A Revolution of Love

willsFor our morning readings Sara and I have been reading a book that came recommended to us. “What Jesus Meant” was written by Garry Wills, a Catholic who is Professor of History Emeritus at Northwestern University. I have mixed feelings about the book, but love what we read this morning.

Here are some quotes from his chapter on Heavenly reign:

(In reference to Jesus’ statement, “the first will be last and the last will be first:) The antihierarchical last sentence shows that the symbolic-prophetic meaning of the Twelve has nothing to do with church governance below. The biblical scholar John Meier concludes that Jesus gave his movement no authority structure.”

“But what of Peter?
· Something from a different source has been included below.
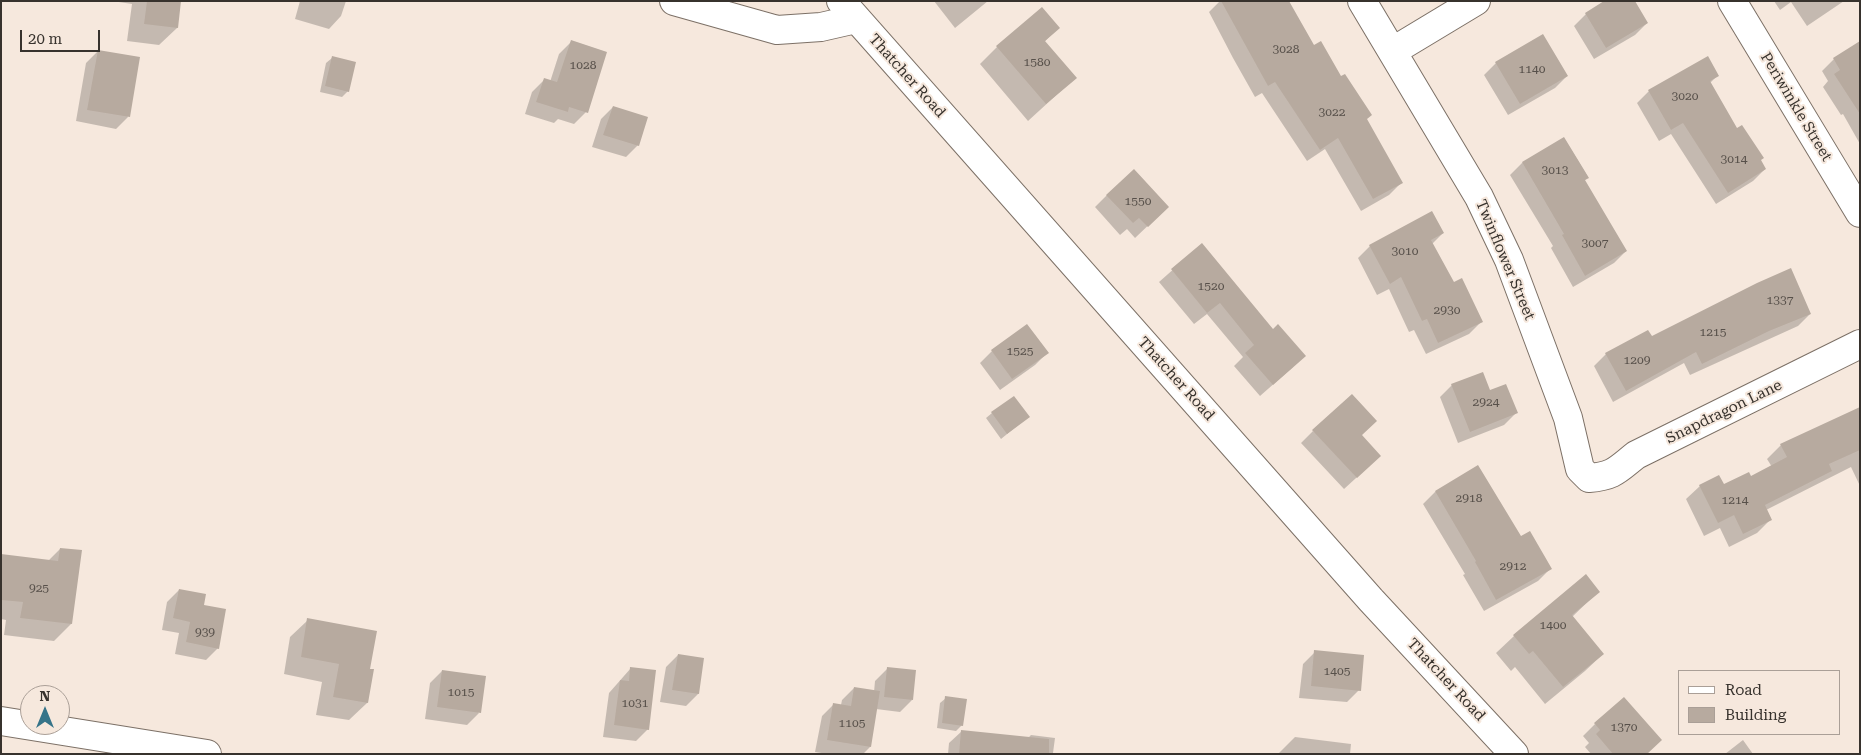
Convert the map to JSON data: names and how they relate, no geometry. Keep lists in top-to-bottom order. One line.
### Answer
{"streets":{"street":["Thatcher Road","Periwinkle Street","Twinflower Street","Snapdragon Lane"]},"crossings":[["Twinflower Street","Snapdragon Lane"]],"house_numbers":["3028","1580","1028","1140","3020","3022","3014","3013","1550","3007","3010","1520","1337","2930","1215","1525","1209","2924","2918","1214","2912","925","1400","939","1405","1015","1031","1105","1370"],"legend":["Road","Building"],"scale_bar":"20 m","north":"top"}
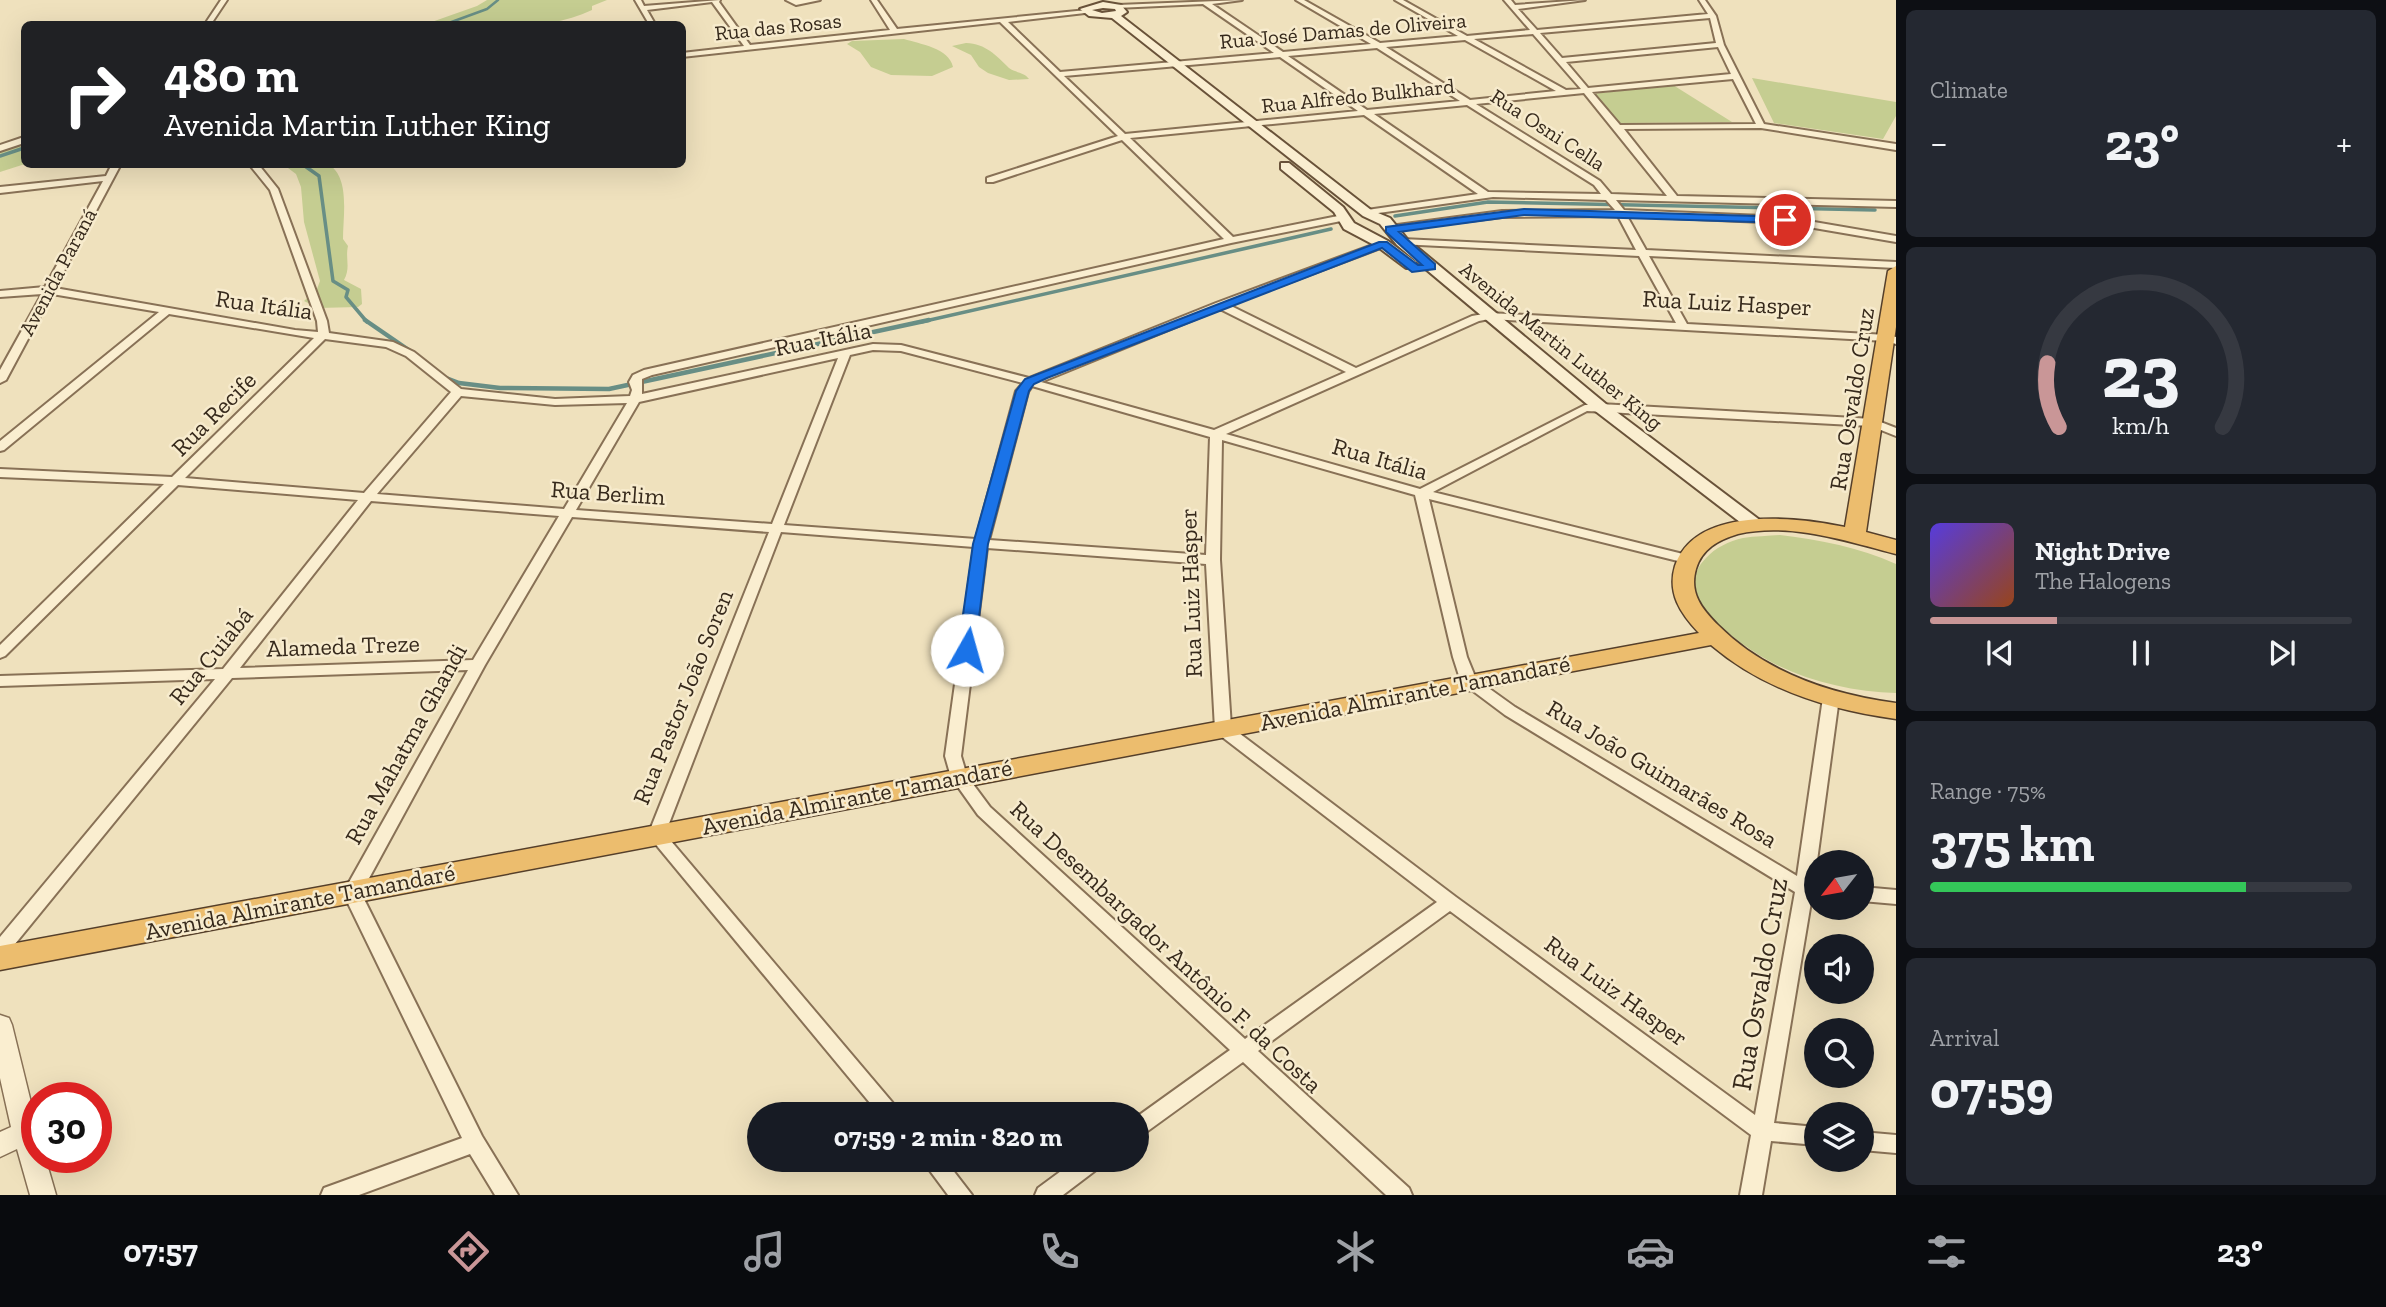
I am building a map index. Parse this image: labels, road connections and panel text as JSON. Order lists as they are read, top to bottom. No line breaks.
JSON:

Did not Jesus found his church on Peter…? The Catholic scholar Raymond Brown wrote, “Peter never served as the bishop or local administrator of any church, Antioch and Rome included.”

The idea that Peter was given some special power that could be handed on to a successor runs into the problem that he had no successor. The idea that there is an ‘apostolic succession’ to Peter’s fictional episcopacy did not arise for several centuries at which time Peter and others were retrospectively called bishops of Rome to create an imagined succession.
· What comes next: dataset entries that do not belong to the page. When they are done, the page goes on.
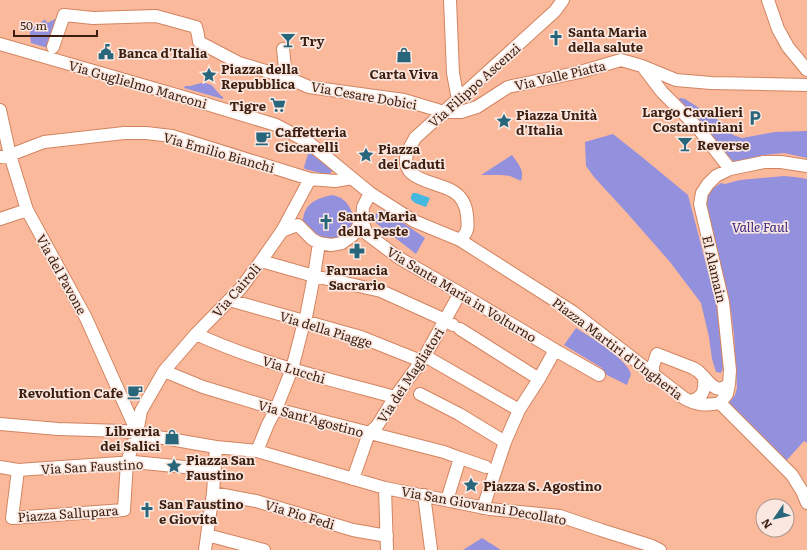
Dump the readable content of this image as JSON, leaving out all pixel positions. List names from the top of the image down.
{
  "streets": {
    "street": [
      "Via Valle Piatta",
      "Via Guglielmo Marconi",
      "Via Filippo Ascenzi",
      "Via Cesare Dobici",
      "Via Emilio Bianchi",
      "El Alamain",
      "Via del Pavone",
      "Via Cairoli",
      "Via Santa Maria in Volturno",
      "Via della Piagge",
      "Piazza Martiri d'Ungheria",
      "Via Lucchi",
      "Via dei Magliatori",
      "Via Sant'Agostino",
      "Via San Faustino",
      "Via San Giovanni Decollato",
      "Piazza Sallupara",
      "Via Pio Fedi"
    ]
  },
  "crossings": [
    ["Via Valle Piatta", "Via Filippo Ascenzi"],
    ["Via Valle Piatta", "Via Cesare Dobici"],
    ["Via Filippo Ascenzi", "Via Cesare Dobici"],
    ["Via Filippo Ascenzi", "Piazza Martiri d'Ungheria"],
    ["Via Emilio Bianchi", "Via del Pavone"],
    ["Via Emilio Bianchi", "Via Cairoli"],
    ["Via del Pavone", "Via Cairoli"],
    ["Via Cairoli", "Via della Piagge"],
    ["Via Cairoli", "Via Lucchi"],
    ["Via Cairoli", "Via Sant'Agostino"],
    ["Via Santa Maria in Volturno", "Via dei Magliatori"],
    ["Via della Piagge", "Via dei Magliatori"],
    ["Via Lucchi", "Via dei Magliatori"],
    ["Via dei Magliatori", "Via Sant'Agostino"],
    ["Via dei Magliatori", "Via San Giovanni Decollato"],
    ["Via San Faustino", "Piazza Sallupara"]
  ],
  "parks": ["Valle Faul"],
  "places": {
    "church": ["Santa Maria della salute", "Santa Maria della peste", "San Faustino e Giovita"],
    "bar": ["Try", "Reverse"],
    "public building": ["Banca d'Italia"],
    "shop": ["Carta Viva", "Libreria dei Salici"],
    "place": [
      "Piazza della Repubblica",
      "Piazza Unità d'Italia",
      "Piazza dei Caduti",
      "Piazza San Faustino",
      "Piazza S. Agostino"
    ],
    "supermarket": ["Tigre"],
    "parking": ["Largo Cavalieri Costantiniani"],
    "cafe": ["Caffetteria Ciccarelli", "Revolution Cafe"],
    "pharmacy": ["Farmacia Sacrario"]
  },
  "scale_bar": "50 m",
  "north": "bottom left"
}
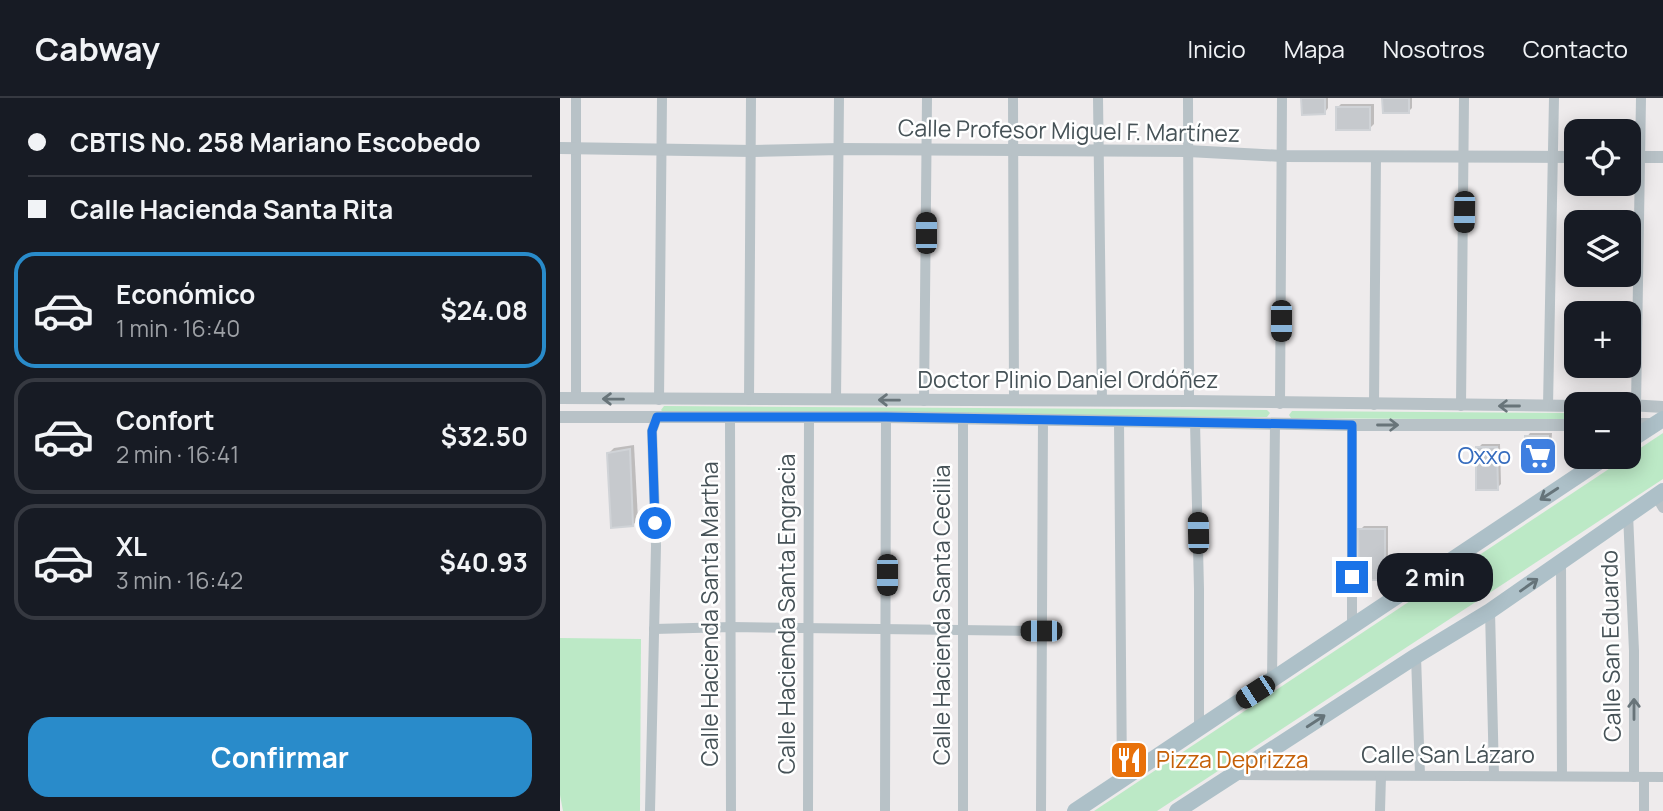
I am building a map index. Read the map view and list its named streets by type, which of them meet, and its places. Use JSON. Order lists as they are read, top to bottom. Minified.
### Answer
{"streets":{"street":["Calle Profesor Miguel F. Martínez","Doctor Plinio Daniel Ordóñez","Calle Hacienda Santa Martha","Calle Hacienda Santa Engracia","Calle Hacienda Santa Cecilia","Calle San Eduardo","Calle San Lázaro"]},"crossings":[["Doctor Plinio Daniel Ordóñez","Calle Hacienda Santa Martha"],["Doctor Plinio Daniel Ordóñez","Calle Hacienda Santa Engracia"],["Doctor Plinio Daniel Ordóñez","Calle Hacienda Santa Cecilia"],["Calle San Eduardo","Calle San Lázaro"]],"places":{"supermarket":["Oxxo"],"restaurant":["Pizza Deprizza"]},"page":{"header":"Cabway","nav":["Inicio","Mapa","Nosotros","Contacto"],"banner":["CBTIS No. 258 Mariano Escobedo","Calle Hacienda Santa Rita"],"map_buttons":["+","−"],"list":[{"name":"Económico","note":"1 min · 16:40","value":"$24.08"},{"name":"Confort","note":"2 min · 16:41","value":"$32.50"},{"name":"XL","note":"3 min · 16:42","value":"$40.93"}],"bubble":"2 min","buttons":"Confirmar"}}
Jesus said, “Where two or three are met together in my name, there I am in their midst: (Matt 18:20). Why do (any of us) met together in Jesus’ name need a bishop from Rome when they have Jesus in their midst?

He goes on to talk about Jesus’ establishing heaven’s reign on earth, not through our hierarchical religious institutions, but through the presence of the Risen Lord. Jesus equates heaven’s reign with his personal presence, and that in groups of twos and threes.

And all of this is from a Catholic! Amazing. I forget who recommended this book to me, and while it does have a few problems, it is as incisive a book about the life of Jesus as I’ve read. The presumptuous title aside, I think he does peel back a lot of the religious veneer we have laid over Christ and gets to the heart of why he came and what he wanted to instill in his people. I think I’ve enjoyed it more than Sara, but it is a good read.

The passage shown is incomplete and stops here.